June 04, 2020
On Thu, Jun 04, 2020 at 01:27:39AM +0000, Paul Backus via Digitalmars-d wrote: [...]
> Interesting stuff. Did you compare your implementations with the popcnt function in core.bitop? There could be a potential improvement here.

On Thu, Jun 04, 2020 at 07:42:07AM +0000, Patrick Schluter via Digitalmars-d wrote: [...]
> You should try to use the popcnt instruction of the cpu (in asm or
> with intrinsics). It's at least 3 or 4 order of magnitude (i.e.
> between 1000 and 10000 times) faster than any of these tricks. I made
> the change last year in my work codebase since we've left the SPARC
> servers (they had a very slow implementation of popcount).
> All modern CPU's have the instruction.

Haha, I learn something new every day. Didn't even know there was such a CPU instruction as popcnt. :-)

But what's more interesting is the result of using core.bitop.popcnt: as it turns out, it runs faster than Kernighan when the input ulongs have high bit count, but *slower* than Kernighan when the inputs have low bit density. This was very puzzling to me, since a CPU instruction is supposed to be orders of magnitude faster, as Patrick said, so I looked at the disassembly.

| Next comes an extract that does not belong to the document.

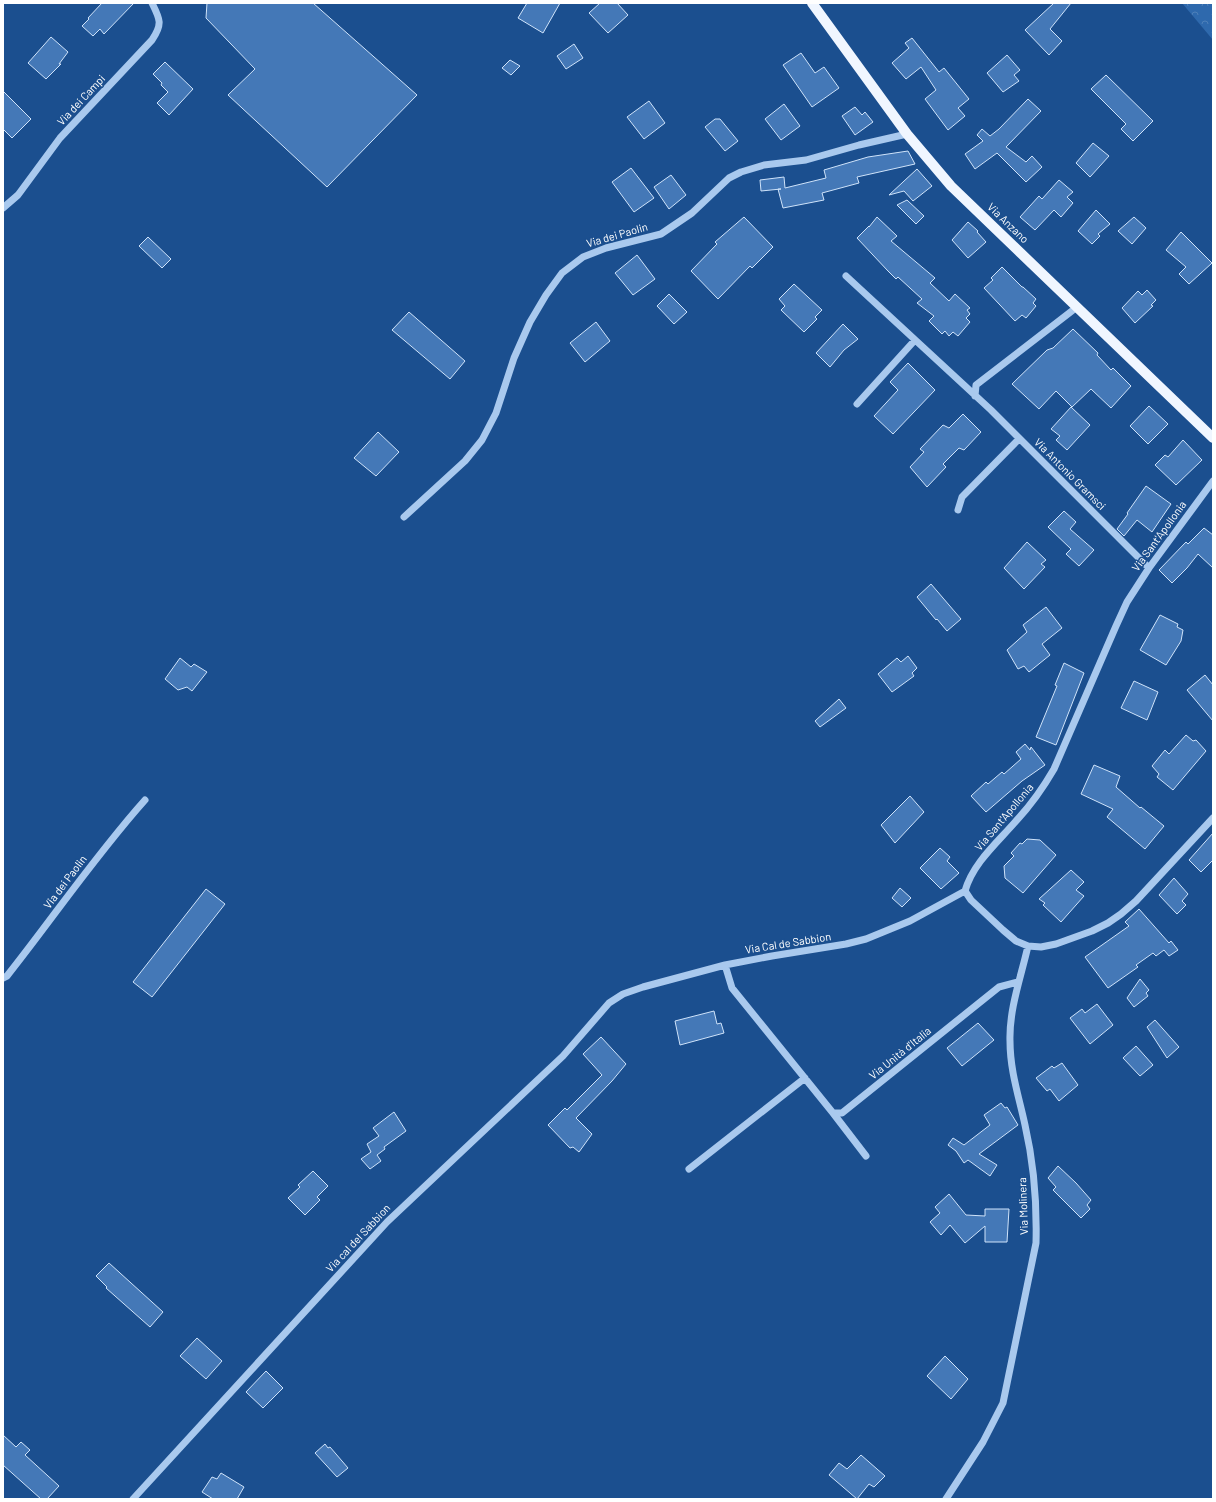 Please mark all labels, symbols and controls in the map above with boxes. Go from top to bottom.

As it turns out, my CPU (AMD Phenom II X6 1055T) doesn't support the instruction. :-(  So the LDC intrinsic reverted to a software implementation, which is essentially the parallel bitcount I wrote, except better. Evidently, I miscalculated the impact of data dependency between instructions, or more likely, the AMD CPU doesn't have hyperthreading so splitting the ulong into upper/lower halves did more harm than good for the calculation.

But nonetheless, even the better implementation of parallel bitcount loses out to Kernighan when the input does not have a high bit density.

I do have a VPS that runs on an Intel CPU, but apparently also an older one that doesn't support SSE4 (either that, or the hypervisor filtered that out for whatever reason, but I doubt this).

So again we see the complex landscape of optimization: not only the optimality depend on input data, it also depends on the hardware. :-)


T

-- 
Век живи - век учись. А дураком помрёшь.